Simplified deflection calculation method for PC box girder bridges with corrugated steel webs using asynchronous-pouring-construction technology

This paper introduces an asynchronous-pouring-construction (APC) technology for long-span prestressed concrete (PC) box girder bridges with corrugated steel webs (CSWs). The technology makes full use of the CSWs to support the hanging basket. The top slabs, bottom slabs and CSWs are divided into multiple independent working platforms to improve the construction efficiency. In present study, the authors conducted a theoretical analysis of the deflection in PC girder bridges with CSWs using APC technology. A simplified deflection calculation model was developed on the basis of the principle of section equivalence for different segment division. Consequently, a series of theoretical formulas was proposed considering additional shear deflection induced by bending moments. These formulas could be utilised to calculate the configuration and the total deflection of the bridge during APC process, facilitating the pre-camber application to eliminate the deflection and to ensure the closure of the bridge. Moreover, parallel finite element analyses (FEA) and field monitoring tests were conducted to validate the simplified calculation method.

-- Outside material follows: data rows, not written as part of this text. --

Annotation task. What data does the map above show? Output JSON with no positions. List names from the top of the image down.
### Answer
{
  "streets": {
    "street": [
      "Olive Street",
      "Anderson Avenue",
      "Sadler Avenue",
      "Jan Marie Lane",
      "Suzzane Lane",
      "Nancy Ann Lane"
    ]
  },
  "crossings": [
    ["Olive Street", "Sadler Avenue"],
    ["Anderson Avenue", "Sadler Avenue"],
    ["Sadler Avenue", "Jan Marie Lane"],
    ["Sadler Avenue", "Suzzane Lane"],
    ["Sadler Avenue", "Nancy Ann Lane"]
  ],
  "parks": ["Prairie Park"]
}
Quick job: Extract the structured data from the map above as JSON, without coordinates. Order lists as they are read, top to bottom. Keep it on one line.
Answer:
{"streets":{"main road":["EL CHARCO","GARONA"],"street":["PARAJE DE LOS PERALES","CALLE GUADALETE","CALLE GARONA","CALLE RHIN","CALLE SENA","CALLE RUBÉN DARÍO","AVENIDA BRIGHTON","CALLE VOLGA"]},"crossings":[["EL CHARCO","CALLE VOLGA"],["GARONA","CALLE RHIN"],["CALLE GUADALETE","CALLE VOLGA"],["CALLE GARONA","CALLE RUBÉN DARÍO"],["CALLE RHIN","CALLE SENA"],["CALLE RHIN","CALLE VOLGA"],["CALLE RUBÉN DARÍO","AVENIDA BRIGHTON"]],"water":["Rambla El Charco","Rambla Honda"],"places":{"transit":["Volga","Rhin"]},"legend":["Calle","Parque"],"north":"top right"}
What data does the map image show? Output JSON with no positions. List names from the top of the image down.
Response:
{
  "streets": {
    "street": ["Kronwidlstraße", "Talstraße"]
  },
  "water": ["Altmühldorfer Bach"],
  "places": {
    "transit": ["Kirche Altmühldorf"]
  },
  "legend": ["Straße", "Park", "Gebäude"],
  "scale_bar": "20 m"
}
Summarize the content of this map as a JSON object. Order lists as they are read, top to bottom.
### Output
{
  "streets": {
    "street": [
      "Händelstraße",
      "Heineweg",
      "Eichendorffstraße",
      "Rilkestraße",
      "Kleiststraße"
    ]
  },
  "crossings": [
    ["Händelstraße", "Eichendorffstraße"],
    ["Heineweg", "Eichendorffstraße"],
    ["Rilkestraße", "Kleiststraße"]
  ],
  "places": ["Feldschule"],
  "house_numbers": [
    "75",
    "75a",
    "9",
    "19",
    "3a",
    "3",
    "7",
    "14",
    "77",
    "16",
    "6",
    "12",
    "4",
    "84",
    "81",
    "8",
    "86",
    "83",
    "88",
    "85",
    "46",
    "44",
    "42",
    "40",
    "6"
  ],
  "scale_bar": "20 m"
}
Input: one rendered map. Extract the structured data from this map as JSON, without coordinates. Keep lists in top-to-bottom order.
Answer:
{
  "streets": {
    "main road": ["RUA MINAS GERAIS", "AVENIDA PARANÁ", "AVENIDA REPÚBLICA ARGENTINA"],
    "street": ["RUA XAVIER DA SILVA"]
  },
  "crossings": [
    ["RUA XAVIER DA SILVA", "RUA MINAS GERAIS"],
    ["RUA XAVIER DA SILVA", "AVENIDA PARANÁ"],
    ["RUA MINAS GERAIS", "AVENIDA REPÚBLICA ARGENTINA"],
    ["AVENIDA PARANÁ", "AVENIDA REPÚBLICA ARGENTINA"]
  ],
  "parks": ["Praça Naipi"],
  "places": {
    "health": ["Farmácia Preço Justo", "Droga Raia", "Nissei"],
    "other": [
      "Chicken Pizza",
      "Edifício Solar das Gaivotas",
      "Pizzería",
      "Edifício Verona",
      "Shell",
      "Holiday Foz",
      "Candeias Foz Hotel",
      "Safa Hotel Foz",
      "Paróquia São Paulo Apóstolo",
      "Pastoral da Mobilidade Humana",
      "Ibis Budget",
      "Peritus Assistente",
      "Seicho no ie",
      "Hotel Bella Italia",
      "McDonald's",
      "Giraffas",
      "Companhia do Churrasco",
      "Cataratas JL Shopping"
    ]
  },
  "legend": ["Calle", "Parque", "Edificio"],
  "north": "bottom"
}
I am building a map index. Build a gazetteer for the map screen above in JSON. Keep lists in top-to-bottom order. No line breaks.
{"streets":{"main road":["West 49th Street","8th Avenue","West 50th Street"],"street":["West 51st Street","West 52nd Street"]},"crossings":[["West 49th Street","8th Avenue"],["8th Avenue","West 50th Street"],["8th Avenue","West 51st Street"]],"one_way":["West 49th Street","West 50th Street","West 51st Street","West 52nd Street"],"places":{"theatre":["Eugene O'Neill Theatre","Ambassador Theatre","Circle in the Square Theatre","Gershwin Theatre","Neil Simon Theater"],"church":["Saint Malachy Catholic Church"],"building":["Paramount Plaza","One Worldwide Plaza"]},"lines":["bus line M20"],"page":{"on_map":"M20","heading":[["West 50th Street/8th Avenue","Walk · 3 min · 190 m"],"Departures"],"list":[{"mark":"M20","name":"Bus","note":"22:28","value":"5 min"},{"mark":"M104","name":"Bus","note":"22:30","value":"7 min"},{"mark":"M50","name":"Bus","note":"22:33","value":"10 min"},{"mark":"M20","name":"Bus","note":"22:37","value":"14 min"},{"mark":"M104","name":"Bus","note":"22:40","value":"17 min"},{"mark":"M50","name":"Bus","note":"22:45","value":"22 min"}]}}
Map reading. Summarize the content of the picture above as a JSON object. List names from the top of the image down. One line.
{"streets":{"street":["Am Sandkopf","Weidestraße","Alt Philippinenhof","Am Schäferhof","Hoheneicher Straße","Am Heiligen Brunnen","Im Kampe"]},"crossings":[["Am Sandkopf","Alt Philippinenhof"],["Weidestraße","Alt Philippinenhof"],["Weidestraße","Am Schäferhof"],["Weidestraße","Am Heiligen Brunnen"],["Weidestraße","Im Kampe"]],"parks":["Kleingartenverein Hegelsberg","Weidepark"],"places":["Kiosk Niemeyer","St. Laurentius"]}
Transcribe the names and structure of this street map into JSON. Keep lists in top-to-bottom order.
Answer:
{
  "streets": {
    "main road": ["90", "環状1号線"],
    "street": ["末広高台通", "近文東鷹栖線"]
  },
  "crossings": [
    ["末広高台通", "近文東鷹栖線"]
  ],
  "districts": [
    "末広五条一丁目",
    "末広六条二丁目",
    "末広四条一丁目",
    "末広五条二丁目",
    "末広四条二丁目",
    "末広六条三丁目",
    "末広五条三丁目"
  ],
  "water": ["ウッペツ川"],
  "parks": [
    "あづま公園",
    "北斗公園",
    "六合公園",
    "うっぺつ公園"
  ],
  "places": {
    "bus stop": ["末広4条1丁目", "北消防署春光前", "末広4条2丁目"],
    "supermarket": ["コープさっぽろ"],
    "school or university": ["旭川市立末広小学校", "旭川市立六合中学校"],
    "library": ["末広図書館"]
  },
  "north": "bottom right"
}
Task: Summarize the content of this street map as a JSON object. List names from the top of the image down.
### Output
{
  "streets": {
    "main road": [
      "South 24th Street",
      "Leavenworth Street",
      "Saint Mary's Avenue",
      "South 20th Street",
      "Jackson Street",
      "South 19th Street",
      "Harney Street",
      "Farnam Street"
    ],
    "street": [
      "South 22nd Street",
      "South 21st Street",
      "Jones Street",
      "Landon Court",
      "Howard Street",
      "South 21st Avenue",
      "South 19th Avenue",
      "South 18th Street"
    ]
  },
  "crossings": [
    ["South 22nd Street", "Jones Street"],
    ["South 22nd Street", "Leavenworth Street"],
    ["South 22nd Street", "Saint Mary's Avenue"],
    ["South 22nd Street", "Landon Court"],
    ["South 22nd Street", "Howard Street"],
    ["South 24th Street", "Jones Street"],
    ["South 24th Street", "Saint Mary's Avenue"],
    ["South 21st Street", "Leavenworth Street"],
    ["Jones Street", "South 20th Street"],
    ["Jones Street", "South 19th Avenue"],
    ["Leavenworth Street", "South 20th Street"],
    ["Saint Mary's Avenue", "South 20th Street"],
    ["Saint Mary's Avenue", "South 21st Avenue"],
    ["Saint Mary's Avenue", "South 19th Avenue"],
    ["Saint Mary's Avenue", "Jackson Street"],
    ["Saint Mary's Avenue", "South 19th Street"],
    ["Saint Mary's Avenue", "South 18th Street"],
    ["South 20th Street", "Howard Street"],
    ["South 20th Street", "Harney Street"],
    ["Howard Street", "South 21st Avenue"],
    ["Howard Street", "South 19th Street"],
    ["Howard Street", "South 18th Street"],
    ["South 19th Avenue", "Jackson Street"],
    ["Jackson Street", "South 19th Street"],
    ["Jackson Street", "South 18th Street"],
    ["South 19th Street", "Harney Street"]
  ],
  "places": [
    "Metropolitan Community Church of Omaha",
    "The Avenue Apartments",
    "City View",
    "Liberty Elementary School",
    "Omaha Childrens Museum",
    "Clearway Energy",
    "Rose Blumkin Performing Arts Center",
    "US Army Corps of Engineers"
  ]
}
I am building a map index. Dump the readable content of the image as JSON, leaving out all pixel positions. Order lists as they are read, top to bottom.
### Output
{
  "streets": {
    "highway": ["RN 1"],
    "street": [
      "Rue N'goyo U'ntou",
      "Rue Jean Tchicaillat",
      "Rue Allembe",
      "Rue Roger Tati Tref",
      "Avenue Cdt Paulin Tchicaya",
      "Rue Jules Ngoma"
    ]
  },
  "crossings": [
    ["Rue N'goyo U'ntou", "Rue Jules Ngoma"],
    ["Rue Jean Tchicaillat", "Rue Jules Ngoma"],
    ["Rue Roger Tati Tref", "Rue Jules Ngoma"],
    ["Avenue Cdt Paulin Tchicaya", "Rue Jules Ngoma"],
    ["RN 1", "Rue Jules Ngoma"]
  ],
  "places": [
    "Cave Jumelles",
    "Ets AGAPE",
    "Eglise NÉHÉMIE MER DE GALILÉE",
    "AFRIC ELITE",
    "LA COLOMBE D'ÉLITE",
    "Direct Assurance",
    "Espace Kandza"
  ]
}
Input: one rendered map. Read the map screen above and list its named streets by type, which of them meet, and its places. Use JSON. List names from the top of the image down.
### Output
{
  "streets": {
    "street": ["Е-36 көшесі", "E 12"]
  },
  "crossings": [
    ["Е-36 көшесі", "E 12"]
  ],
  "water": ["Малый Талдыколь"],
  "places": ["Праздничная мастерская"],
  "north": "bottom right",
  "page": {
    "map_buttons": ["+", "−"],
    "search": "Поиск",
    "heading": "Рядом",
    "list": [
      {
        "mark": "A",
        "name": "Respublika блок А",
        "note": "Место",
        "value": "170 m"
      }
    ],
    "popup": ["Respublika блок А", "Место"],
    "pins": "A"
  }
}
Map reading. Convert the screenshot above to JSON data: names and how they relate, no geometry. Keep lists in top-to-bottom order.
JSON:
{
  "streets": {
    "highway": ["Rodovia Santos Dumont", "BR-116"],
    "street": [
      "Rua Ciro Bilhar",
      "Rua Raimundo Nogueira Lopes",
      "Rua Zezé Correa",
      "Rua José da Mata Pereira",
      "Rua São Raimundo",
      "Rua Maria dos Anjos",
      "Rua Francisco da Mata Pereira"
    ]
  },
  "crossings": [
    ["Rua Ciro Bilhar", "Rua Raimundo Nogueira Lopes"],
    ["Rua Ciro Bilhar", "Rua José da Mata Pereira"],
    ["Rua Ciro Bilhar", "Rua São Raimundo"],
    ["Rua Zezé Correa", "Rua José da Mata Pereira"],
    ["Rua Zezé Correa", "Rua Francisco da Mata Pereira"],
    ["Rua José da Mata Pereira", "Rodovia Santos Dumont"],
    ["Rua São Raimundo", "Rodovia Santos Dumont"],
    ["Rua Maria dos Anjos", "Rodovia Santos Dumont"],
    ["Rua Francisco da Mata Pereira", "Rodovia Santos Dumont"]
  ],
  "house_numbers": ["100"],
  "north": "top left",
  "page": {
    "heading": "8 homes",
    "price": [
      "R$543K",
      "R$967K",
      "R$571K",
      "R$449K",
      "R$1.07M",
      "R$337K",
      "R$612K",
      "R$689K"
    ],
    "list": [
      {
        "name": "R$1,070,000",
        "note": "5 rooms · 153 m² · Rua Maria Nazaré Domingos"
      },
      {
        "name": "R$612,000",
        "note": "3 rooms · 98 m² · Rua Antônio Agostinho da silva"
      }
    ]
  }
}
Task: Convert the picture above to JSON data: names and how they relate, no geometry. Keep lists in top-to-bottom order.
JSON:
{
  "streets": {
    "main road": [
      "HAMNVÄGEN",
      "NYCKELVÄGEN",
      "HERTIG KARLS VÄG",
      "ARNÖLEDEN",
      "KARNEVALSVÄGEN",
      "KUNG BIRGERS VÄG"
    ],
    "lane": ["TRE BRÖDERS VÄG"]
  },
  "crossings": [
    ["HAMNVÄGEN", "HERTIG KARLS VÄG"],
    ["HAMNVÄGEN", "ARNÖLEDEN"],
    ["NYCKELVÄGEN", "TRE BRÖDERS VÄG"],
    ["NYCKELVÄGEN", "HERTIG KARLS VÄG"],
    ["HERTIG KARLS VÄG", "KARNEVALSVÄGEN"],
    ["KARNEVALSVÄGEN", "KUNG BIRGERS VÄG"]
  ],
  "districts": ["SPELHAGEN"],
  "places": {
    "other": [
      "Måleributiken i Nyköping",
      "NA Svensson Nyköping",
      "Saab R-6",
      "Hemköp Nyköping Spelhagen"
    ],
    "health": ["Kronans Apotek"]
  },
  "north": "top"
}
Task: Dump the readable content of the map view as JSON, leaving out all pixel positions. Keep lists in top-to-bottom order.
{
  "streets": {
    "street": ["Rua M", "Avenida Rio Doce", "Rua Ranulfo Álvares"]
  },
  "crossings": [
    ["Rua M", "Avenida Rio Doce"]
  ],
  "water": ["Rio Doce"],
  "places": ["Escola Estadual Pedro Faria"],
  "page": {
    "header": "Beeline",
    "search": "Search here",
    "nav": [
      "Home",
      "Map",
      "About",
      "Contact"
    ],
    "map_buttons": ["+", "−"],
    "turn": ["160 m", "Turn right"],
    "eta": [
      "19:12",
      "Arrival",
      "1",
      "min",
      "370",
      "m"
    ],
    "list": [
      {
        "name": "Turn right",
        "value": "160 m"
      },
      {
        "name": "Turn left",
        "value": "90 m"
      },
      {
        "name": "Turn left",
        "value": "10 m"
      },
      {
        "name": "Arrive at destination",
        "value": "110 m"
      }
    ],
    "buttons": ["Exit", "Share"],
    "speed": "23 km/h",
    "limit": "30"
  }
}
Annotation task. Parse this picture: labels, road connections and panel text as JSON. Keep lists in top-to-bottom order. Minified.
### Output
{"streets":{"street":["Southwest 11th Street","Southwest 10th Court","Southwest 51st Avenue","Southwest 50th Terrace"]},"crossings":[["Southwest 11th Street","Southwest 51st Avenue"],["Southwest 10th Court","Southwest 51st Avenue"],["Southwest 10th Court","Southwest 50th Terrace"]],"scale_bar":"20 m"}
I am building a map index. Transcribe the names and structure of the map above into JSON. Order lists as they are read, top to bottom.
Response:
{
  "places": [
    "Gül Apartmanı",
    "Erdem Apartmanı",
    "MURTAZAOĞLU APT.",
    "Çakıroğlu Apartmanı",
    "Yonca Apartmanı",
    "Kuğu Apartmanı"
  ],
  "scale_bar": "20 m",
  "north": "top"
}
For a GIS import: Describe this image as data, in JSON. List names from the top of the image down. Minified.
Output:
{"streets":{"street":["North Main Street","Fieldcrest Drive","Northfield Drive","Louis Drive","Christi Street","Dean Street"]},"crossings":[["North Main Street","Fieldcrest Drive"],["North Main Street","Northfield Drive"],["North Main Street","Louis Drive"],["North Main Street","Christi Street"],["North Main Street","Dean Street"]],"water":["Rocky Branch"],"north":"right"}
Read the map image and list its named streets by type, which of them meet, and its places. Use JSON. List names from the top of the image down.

The comparison results showed that the calculated deflections using the simplified method agreed well with the FEA and test results. The proportion of shear deflection in the total deflection ranged from 17% to 39% from the forward movement of basket to the pouring slabs, the shear deflection could not be negligible. The segments' length had large effect on the deflection of the CSWs with 50 mm at the maximum cantilever state in this bridge case study, and the deflection induced by the pouring concrete of the slabs accounted for approximately 70% of the total deflection. The additional shear deformation due to bending moment at the end of area A (composite section with both concrete top and bottom slabs and CSWs) was basically the same as that in area B (composite section with bottom slab and CSWs). Therefore, the simplified method which takes into account the additional shear deformation of the segments in area A without considering area B was able to satisfy the engineering accuracy. In short, in comparison to traditional analytical methods and FEA, the proposed method could predict the deflection more efficient within accept accuracy.